- [EXERCISE OBJECTIVE]: Show each line of the data below that has the string "hidden" in it.

- [DATA PROVIDED]:
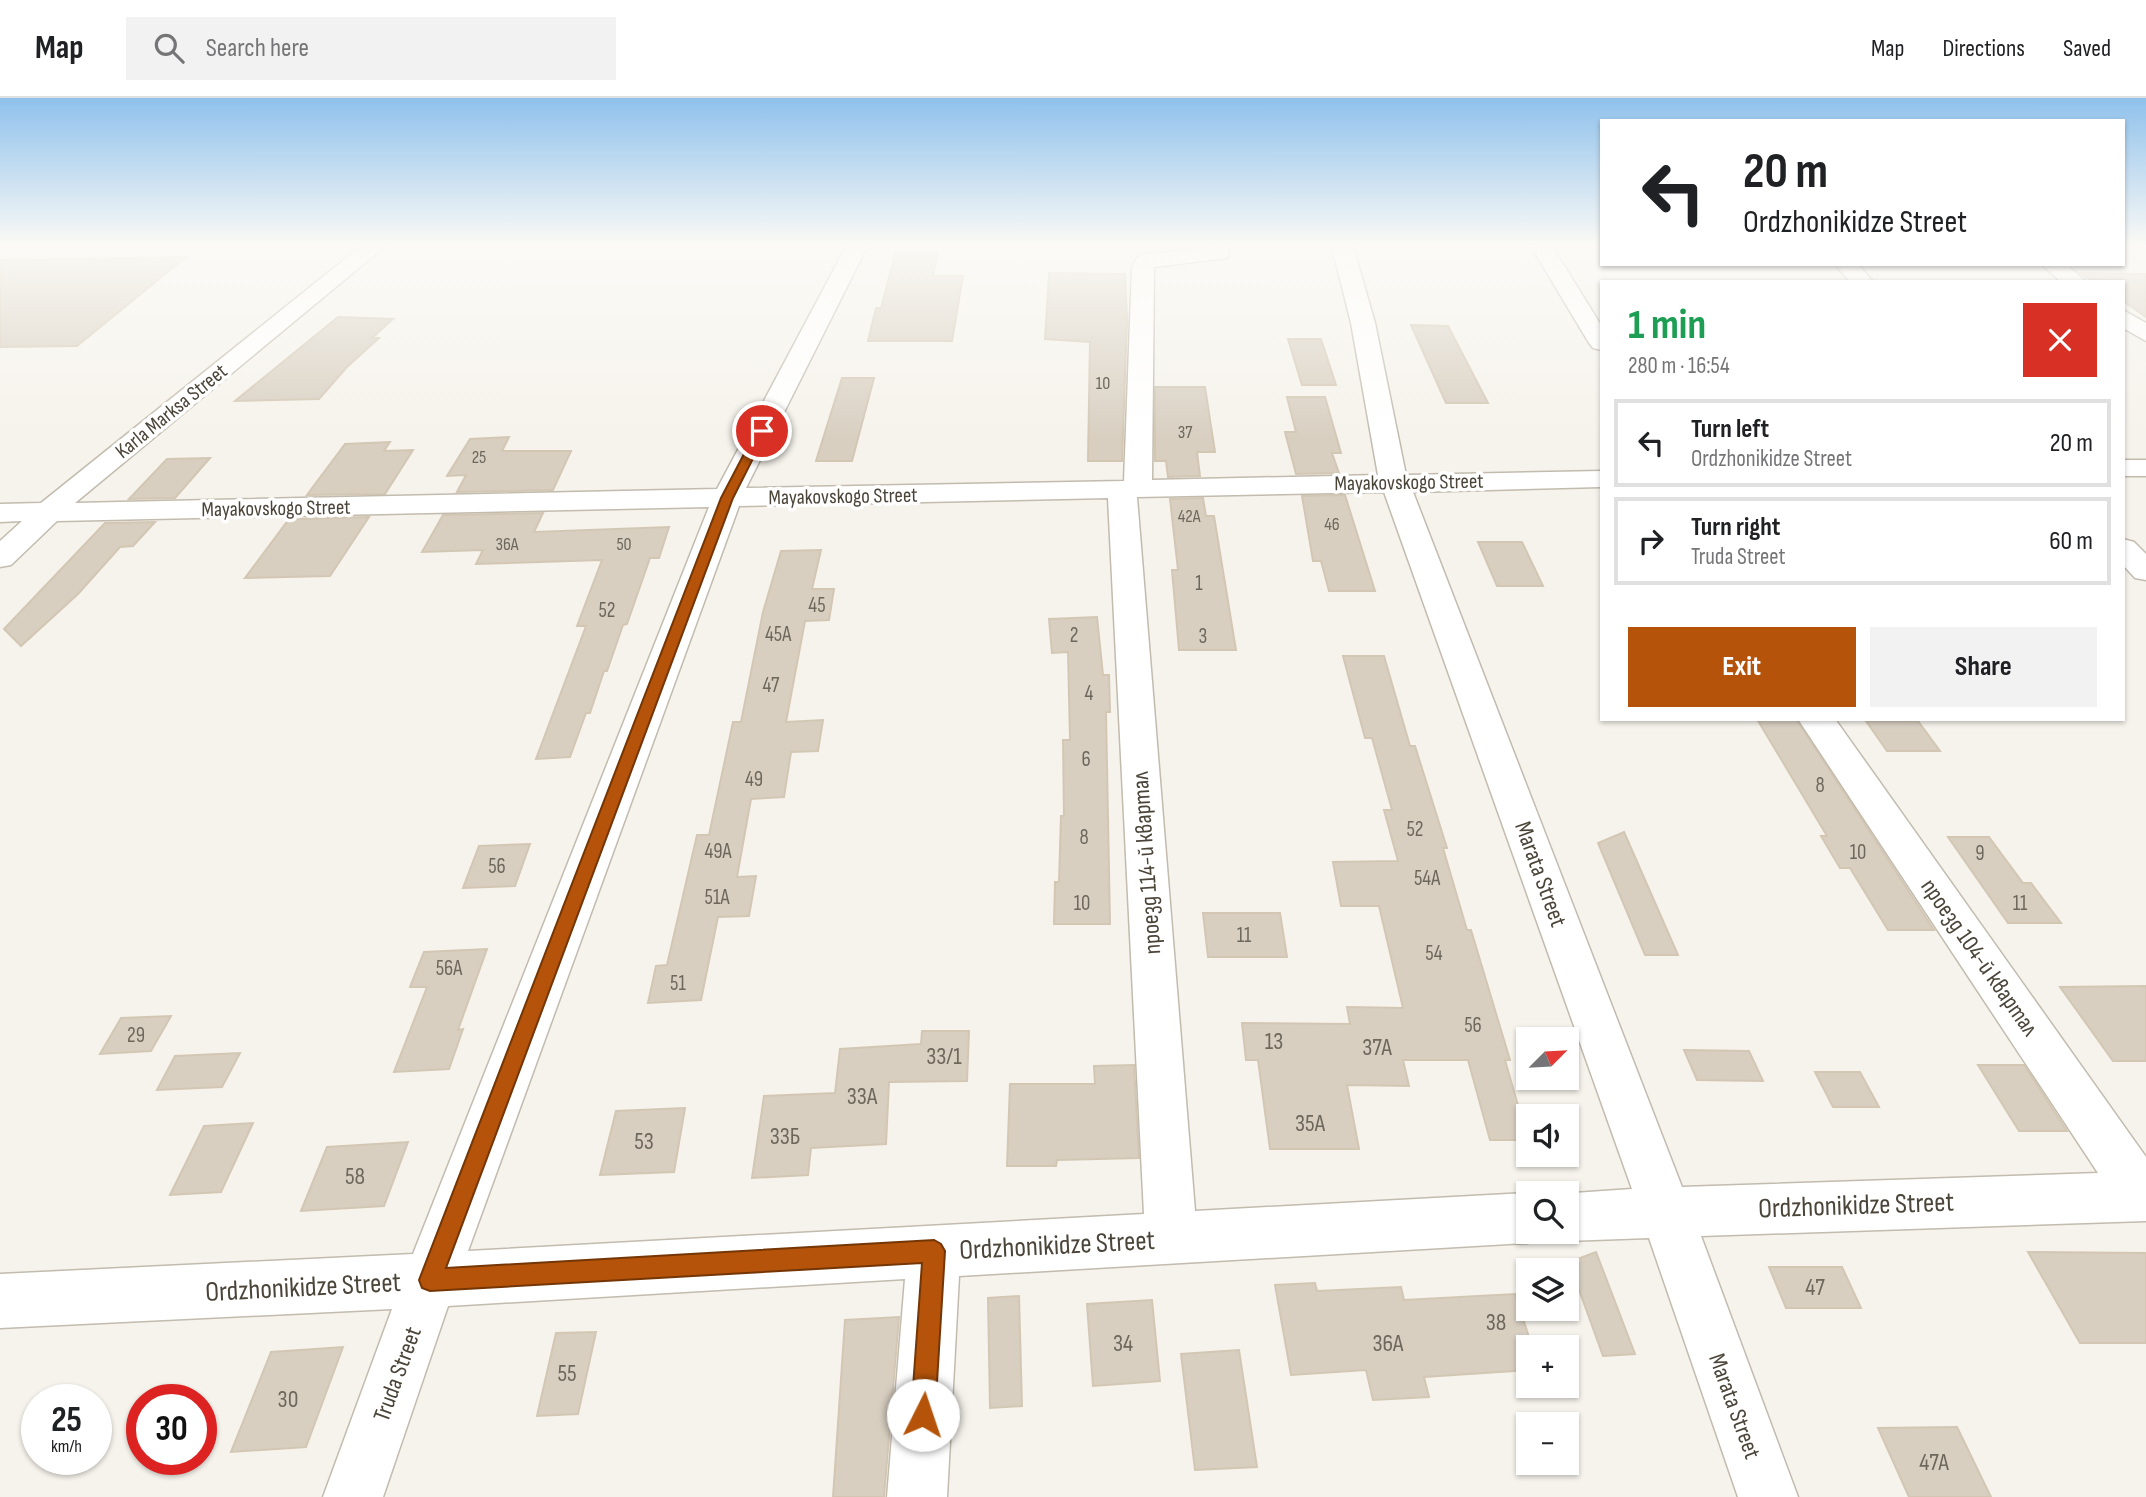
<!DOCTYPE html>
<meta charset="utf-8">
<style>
:root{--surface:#fff;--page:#f2f2f2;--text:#202124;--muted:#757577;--line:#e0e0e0;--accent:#b45309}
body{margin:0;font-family:"Sofia Sans Condensed",sans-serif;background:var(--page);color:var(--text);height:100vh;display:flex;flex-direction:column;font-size:26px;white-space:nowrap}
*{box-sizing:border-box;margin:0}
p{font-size:23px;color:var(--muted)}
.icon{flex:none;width:38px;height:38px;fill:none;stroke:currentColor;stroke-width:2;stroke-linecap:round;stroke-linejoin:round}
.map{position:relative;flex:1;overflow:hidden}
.side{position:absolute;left:1600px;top:182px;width:525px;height:441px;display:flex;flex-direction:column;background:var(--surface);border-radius:0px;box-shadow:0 2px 5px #0004}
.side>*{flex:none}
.banner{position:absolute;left:1600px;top:21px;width:525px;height:147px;border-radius:0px;box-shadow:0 2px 5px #0004;background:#fff;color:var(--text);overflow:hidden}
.needle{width:46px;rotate:66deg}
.tools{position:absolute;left:1516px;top:929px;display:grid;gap:14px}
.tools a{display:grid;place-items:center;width:63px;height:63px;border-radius:0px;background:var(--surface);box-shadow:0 2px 5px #0004;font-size:35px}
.speed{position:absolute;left:21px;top:1286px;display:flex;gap:14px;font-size:35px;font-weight:700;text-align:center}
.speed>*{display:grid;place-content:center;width:91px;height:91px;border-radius:50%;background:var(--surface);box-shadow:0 2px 5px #0004;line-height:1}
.speed small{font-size:18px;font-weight:400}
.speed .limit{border:10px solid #d22;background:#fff;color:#111}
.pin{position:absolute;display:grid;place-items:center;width:60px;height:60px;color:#fff;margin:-30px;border:4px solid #fff;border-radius:50%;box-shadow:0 2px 7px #0007}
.me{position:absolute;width:77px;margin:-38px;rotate:4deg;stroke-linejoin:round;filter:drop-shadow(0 0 5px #0008)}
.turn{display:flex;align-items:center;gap:24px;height:147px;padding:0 28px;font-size:32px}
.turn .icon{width:91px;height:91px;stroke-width:2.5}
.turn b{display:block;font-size:49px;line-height:60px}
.round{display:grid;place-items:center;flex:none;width:74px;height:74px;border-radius:0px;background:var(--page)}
.headline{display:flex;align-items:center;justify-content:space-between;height:119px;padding:0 28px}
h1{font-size:42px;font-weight:700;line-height:52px;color:#1e9e55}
.primary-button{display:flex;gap:14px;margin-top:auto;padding:14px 28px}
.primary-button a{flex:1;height:80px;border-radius:0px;background:var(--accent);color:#fff;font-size:28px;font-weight:700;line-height:80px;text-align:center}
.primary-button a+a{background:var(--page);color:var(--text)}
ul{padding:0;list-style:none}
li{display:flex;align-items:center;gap:21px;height:88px;margin:0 14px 10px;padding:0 14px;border:4px solid var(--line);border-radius:0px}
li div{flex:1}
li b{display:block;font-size:26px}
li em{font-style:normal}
header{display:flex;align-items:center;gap:42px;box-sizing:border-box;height:98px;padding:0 35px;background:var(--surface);border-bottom:2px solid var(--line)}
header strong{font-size:33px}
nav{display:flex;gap:38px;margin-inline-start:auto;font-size:24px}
.search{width:490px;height:63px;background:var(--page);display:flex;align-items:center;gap:18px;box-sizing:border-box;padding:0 24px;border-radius:0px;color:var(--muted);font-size:26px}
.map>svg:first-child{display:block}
</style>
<header>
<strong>Map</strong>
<div class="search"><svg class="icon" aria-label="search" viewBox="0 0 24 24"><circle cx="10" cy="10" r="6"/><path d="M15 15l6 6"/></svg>Search here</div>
<nav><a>Map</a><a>Directions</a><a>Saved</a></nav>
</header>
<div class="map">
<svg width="2146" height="1399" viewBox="0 0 2146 1399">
<rect width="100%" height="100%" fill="#f6f3ec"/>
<g fill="#d8cfc1" stroke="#d3c7b4" stroke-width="2">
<polygon points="896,153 938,153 933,178 963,178 952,243 868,243 876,210 881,210"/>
<polygon points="186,159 77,248 0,249 0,162"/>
<polygon points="1049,175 1125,176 1127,222 1122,363 1088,363 1090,244 1045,241"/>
<polygon points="2080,175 2146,176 2146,219 2123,203 2123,184 2094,184"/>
<polygon points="338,219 393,221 372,240 379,240 347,269 319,301 235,303"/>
<polygon points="1411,227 1448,228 1488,305 1446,305"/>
<polygon points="1288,241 1321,241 1336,287 1302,287"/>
<polygon points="842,280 874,280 852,363 816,363"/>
<polygon points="1155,289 1205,289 1215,354 1197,354 1200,378 1168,379 1166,363 1155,363"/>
<polygon points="1287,299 1325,299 1341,355 1332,355 1339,375 1296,376 1285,334 1296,334"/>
<polygon points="509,339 502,353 571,353 553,392 457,394 466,377 447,378 470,341"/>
<polygon points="390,344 384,353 413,352 385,396 307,397 345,346"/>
<polygon points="210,360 175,400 129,401 167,361"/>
<polygon points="1345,397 1375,493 1329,493 1321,463 1313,463 1302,398"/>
<polygon points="1203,400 1206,418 1214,418 1236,552 1179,552 1172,472 1178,472 1170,401"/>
<polygon points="543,415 534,434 669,429 659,460 650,460 627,526 623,527 607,573 604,573 590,615 586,615 570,659 536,661 586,528 577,528 602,462 476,466 483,452 422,454 443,417"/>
<polygon points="369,419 330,478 245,480 289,421"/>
<polygon points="155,424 133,448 120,449 78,496 21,548 4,531 105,425"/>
<polygon points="1478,444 1522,444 1543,488 1497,488"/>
<polygon points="821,452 812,491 834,491 829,522 805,523 786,624 823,622 818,653 791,654 784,699 751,701 737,779 756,778 749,818 718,819 701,902 648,905 656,868 667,867 697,737 709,737 733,624 741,624 763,514 781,453"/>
<polygon points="1097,519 1103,577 1109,577 1110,614 1106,614 1110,826 1054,826 1055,784 1059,784 1061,718 1064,718 1063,642 1070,642 1068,554 1052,555 1049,521"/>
<polygon points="1343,558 1384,558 1410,648 1415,648 1447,750 1443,750 1467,832 1471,832 1510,962 1505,962 1528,1042 1490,1042 1468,962 1403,962 1409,988 1347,987 1359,1051 1270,1051 1258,962 1246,962 1242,925 1350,926 1347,909 1403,910 1379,808 1341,808 1333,764 1398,763 1384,712 1392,712 1372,640 1365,640"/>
<polygon points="1757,621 1796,621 1934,832 1888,832 1850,770 1840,770 1821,738 1827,738"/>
<polygon points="1866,623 1918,623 1940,653 1887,653"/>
<polygon points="1624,734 1678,857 1645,857 1598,745"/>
<polygon points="1948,739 1989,739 2023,785 2031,785 2061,825 2008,825"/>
<polygon points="530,746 515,788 463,790 479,748"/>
<polygon points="1203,815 1280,815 1287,859 1208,859"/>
<polygon points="487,851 458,932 463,931 449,971 394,974 427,889 410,889 424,854"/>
<polygon points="2146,888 2146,963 2113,963 2060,889"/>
<polygon points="171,918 151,953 100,956 121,920"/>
<polygon points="922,933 969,933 967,983 889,984 886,1046 811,1050 808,1077 752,1080 764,998 835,995 840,951 921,946"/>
<polygon points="1684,952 1749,953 1763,983 1697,982"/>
<polygon points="240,955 222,989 157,992 175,958"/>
<polygon points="1134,967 1139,1060 1057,1062 1056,1068 1007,1068 1010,986 1095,986 1094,968"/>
<polygon points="1978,967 2024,967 2067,1033 2019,1033"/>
<polygon points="1815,974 1860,974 1879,1009 1833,1009"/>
<polygon points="685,1010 674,1074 600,1077 616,1013"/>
<polygon points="253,1025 221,1094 170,1097 204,1028"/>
<polygon points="408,1044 384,1108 301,1113 327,1049"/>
<polygon points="1596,1154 1635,1256 1603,1258 1569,1164"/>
<polygon points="2028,1154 2146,1155 2146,1245 2080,1245"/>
<polygon points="1769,1169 1842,1169 1861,1210 1786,1210"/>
<polygon points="1315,1185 1317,1193 1401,1189 1404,1202 1515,1196 1528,1236 1528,1272 1424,1279 1429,1299 1373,1302 1366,1272 1291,1277 1275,1187"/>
<polygon points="1019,1198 1022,1308 990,1310 988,1200"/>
<polygon points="1152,1202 1160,1283 1093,1288 1087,1206"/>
<polygon points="899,1219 884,1399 833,1399 845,1222"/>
<polygon points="596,1234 578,1316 537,1318 556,1235"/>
<polygon points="343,1249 306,1349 231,1354 271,1254"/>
<polygon points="1239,1252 1257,1369 1195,1372 1181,1256"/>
<polygon points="1957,1329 1991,1399 1909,1399 1878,1330"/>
</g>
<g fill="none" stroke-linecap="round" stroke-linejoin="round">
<defs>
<g id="minor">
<path d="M365 145H389L75 405 717 391 848 145H869L746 390 1124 383 1132 169 1139 157 1210 150 1211 145H1231L1227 160 1154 169 1152 382 1378 377 1351 225 1331 145H1352L1375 225 1406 377 1601 373V389L1413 394 1682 1089 2098 1075 1798 621H1835L2146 1059V1123L1701 1138 1798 1399H1738L1649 1140 1566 1143 1547 1135 1528 1145 959 1178 947 1399H887L905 1181 448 1208 383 1399H323L392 1211 0 1230V1176L413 1156 709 409 57 423 11 467 0 469V443L22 423 0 424V406L41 405ZM1384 394 1632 1091 1559 1096H1566V1134H1528V1095L1195 1113 1137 399ZM1108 400 1144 1116 468 1153 739 408Z"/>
<polygon points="1529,145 1550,145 1601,227 1601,252 1593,250 1589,245"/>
<polygon points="1835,166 1858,166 1873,184 1850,184"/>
<polygon points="2041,166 2066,166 2086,184 2061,184"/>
<polygon points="2123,212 2146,225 2146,243 2123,230"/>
<rect x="2123" y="362" width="23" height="16"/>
<polygon points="2123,441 2134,444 2146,456 2146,482 2135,480 2123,467"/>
</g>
</defs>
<use href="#minor" stroke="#c2bbae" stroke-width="3"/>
<use href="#minor" fill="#fff" fill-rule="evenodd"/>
</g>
<linearGradient id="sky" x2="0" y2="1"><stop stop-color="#8fc1ec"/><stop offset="0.43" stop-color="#fbfaf6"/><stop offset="1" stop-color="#fbfaf6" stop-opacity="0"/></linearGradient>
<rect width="2146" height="341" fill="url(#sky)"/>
<polygon fill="#b45309" stroke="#753606" stroke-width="2" points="762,330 767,333 733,400 446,1170 934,1142 941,1146 945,1153 935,1317 931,1326 923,1329 914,1326 911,1317 922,1165 430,1193 422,1190 419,1182 721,400 756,333"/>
<g text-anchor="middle" stroke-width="7" stroke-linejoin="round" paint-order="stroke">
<g font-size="18" fill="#6e675b">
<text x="1103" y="291">10</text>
<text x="1185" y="340">37</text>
<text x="479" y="365">25</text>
<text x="1189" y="424">42А</text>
<text x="1332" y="432">46</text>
<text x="507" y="452">36А</text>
<text x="624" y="452">50</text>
</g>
<g font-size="21" fill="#4b4439" stroke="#fff">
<text transform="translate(171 313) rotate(-39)" y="7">Karla Marksa Street</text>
<text transform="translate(1409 384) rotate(-1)" y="7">Mayakovskogo Street</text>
<text transform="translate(843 398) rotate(-1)" y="7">Mayakovskogo Street</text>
<text transform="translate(276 410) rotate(-1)" y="7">Mayakovskogo Street</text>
</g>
<g font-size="21" fill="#6e675b">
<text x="1199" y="492">1</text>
<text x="817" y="514">45</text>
<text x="607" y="519">52</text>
<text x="778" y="543">45А</text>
<text x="1074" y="544">2</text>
<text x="1203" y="545">3</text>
<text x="771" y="594">47</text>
<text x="1089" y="602">4</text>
<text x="1086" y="668">6</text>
<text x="754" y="688">49</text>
<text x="1820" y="694">8</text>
<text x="1415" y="738">52</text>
<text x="1084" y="746">8</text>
<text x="718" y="760">49А</text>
<text x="1858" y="761">10</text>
<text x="1980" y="762">9</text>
<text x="497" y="775">56</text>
<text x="1427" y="787">54А</text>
<text x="717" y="806">51А</text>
<text x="1082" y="812">10</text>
<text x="2020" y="812">11</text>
<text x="1244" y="844">11</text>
<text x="1434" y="862">54</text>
<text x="449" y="877">56А</text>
<text x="678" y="892">51</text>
<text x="1473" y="934">56</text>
<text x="136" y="944">29</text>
</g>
<g font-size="24" fill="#4b4439" stroke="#fff">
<text transform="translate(1146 765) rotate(-94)" y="8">проезд 114-й квартал</text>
<text transform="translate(1541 776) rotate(70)" y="8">Marata Street</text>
<text transform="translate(1980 859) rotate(55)" y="8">проезд 104-й квартал</text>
<text transform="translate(397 1276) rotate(-70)" y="8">Truda Street</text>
<text transform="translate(1735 1308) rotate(70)" y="8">Marata Street</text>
</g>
<g font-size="24" fill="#6e675b">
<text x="1274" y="951">13</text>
<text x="1377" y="957">37А</text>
<text x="944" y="966">33/1</text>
<text x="862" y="1006">33А</text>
<text x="1310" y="1033">35А</text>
<text x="785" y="1046">33Б</text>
<text x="644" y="1051">53</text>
<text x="355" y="1086">58</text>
<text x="1815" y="1197">47</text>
<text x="1496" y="1232">38</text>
<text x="1123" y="1253">34</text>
<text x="1388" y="1253">36А</text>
<text x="567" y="1283">55</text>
<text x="288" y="1309">30</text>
<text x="1934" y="1372">47А</text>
</g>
<g font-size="28" fill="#4b4439" stroke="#fff">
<text transform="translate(1856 1106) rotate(-2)" y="10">Ordzhonikidze Street</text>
<text transform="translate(1057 1146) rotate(-3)" y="10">Ordzhonikidze Street</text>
<text transform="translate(303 1188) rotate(-3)" y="10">Ordzhonikidze Street</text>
</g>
</g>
</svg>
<div class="tools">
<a><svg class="needle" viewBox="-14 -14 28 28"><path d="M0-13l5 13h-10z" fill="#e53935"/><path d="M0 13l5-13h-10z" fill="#757577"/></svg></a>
<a><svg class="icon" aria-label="sound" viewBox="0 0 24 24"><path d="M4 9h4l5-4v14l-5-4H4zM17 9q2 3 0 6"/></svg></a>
<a><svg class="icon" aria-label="search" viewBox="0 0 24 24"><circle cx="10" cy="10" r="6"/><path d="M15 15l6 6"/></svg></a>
<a><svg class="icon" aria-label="layers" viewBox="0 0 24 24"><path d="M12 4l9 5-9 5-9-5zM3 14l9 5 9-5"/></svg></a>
<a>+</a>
<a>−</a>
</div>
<div class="speed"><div>25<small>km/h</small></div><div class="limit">30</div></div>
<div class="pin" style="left:762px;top:333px;background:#d93025"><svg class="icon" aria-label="arrive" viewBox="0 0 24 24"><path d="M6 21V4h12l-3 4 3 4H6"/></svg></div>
<svg class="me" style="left:923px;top:1317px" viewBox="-20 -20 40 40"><circle r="19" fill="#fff"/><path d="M0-13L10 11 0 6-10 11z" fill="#b45309"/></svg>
<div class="banner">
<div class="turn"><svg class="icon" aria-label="left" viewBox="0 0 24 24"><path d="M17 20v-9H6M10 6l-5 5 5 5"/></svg><div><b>20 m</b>Ordzhonikidze Street</div></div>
</div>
<section class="side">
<div class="headline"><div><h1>1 min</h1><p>280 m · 16:54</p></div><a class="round" style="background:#d93025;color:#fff"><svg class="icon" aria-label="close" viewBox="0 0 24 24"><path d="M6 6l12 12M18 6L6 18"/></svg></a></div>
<ul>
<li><svg class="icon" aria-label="left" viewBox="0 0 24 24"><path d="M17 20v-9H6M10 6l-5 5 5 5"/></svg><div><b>Turn left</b><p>Ordzhonikidze Street</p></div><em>20 m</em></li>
<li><svg class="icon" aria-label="right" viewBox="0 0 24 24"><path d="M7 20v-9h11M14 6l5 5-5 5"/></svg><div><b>Turn right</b><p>Truda Street</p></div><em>60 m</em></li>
</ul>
<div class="primary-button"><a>Exit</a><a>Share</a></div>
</section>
</div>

- [TASK ANSWER]:
.map{position:relative;flex:1;overflow:hidden}
.banner{position:absolute;left:1600px;top:21px;width:525px;height:147px;border-radius:0px;box-shadow:0 2px 5px #0004;background:#fff;color:var(--text);overflow:hidden}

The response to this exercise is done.